(DATA FOR THE TASK)

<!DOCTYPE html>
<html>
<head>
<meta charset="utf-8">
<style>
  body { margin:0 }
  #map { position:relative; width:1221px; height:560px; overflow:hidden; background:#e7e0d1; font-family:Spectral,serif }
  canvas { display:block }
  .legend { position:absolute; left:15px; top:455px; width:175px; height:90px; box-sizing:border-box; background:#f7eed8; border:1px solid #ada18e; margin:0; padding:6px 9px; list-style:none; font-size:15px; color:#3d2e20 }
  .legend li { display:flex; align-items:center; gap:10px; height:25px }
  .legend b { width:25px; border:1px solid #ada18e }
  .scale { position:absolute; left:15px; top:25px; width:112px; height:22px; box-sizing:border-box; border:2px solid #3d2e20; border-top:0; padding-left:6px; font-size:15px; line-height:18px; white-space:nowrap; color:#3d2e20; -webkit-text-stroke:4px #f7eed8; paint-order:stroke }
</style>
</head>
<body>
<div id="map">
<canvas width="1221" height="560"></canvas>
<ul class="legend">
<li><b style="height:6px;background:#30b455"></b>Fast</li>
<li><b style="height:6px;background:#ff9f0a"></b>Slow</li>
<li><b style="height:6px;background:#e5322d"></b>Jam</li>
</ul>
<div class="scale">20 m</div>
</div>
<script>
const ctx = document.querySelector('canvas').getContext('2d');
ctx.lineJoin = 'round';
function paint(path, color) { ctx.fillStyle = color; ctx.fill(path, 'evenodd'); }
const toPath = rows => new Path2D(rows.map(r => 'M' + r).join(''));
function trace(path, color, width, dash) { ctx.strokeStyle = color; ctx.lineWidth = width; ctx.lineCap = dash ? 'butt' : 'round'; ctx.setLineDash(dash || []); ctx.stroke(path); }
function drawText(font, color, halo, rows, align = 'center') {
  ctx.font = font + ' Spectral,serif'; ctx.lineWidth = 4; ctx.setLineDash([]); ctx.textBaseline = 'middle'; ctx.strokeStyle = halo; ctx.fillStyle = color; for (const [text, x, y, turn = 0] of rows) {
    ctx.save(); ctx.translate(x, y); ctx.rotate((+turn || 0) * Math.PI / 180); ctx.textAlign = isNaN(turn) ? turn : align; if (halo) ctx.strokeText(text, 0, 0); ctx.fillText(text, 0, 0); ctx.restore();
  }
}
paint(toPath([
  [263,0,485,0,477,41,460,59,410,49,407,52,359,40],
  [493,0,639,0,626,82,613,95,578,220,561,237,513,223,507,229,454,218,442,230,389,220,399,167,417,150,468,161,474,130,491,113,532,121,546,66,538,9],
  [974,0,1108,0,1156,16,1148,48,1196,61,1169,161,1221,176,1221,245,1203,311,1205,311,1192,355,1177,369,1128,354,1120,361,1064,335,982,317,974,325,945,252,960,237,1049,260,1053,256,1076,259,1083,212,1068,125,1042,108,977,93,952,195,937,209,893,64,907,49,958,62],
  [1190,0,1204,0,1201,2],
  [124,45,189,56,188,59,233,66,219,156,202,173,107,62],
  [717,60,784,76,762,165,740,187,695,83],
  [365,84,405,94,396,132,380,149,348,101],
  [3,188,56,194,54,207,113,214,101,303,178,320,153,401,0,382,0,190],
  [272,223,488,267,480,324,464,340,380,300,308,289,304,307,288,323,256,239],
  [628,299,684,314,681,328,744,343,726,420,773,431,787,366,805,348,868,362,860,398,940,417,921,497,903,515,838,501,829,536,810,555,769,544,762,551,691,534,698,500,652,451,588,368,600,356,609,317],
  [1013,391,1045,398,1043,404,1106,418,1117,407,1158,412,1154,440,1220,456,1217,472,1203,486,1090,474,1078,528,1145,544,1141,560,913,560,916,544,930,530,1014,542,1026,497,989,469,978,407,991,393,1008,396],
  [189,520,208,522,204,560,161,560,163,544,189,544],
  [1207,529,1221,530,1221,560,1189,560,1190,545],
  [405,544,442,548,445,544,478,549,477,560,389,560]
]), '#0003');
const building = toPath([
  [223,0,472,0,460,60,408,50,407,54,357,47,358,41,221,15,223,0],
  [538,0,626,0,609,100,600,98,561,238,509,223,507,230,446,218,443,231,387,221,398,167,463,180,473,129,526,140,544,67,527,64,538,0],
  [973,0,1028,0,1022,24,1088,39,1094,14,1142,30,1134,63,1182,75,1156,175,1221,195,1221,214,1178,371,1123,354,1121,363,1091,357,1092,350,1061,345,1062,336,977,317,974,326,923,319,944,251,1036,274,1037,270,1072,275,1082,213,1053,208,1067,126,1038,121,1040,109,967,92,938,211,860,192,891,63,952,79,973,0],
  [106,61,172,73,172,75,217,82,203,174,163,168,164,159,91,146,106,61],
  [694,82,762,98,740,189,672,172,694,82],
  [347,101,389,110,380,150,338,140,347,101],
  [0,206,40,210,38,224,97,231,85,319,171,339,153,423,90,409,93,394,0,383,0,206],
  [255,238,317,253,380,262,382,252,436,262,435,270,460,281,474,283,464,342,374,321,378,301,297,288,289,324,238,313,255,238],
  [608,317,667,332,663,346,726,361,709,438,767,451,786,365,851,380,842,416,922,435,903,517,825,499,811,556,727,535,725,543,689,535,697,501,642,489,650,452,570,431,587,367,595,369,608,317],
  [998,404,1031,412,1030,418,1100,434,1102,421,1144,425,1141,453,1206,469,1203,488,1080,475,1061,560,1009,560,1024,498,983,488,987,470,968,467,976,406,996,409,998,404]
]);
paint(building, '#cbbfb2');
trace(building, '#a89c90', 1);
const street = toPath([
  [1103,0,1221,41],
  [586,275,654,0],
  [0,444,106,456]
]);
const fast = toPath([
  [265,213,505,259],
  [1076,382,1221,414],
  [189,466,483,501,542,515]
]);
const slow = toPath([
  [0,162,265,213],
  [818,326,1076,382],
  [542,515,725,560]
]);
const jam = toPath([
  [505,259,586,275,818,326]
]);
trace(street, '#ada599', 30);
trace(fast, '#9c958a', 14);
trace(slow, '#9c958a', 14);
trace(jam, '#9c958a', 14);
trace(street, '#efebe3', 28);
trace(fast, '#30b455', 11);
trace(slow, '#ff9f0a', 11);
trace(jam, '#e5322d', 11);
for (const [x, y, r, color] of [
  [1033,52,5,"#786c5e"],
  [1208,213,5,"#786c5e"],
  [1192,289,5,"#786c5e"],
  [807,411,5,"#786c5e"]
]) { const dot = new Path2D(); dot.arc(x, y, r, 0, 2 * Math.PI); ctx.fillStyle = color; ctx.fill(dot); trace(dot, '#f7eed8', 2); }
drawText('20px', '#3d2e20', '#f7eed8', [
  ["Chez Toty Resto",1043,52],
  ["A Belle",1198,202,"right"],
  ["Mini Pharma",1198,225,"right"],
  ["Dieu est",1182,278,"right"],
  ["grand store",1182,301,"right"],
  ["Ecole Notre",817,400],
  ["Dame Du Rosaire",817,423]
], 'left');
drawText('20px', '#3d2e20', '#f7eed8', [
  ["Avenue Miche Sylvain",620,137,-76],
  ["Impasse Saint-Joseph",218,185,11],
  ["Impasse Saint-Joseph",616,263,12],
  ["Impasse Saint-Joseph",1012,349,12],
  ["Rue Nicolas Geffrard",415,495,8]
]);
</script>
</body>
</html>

(End DATA FOR THE TASK)

_WHAT IS NEEDED:_ One inclusive range is required: first line of the data through the line containing "width:25px; border:1px solid". Set it down exactly and output nothing else.

_RESULT OF THIS TASK:_
<!DOCTYPE html>
<html>
<head>
<meta charset="utf-8">
<style>
  body { margin:0 }
  #map { position:relative; width:1221px; height:560px; overflow:hidden; background:#e7e0d1; font-family:Spectral,serif }
  canvas { display:block }
  .legend { position:absolute; left:15px; top:455px; width:175px; height:90px; box-sizing:border-box; background:#f7eed8; border:1px solid #ada18e; margin:0; padding:6px 9px; list-style:none; font-size:15px; color:#3d2e20 }
  .legend li { display:flex; align-items:center; gap:10px; height:25px }
  .legend b { width:25px; border:1px solid #ada18e }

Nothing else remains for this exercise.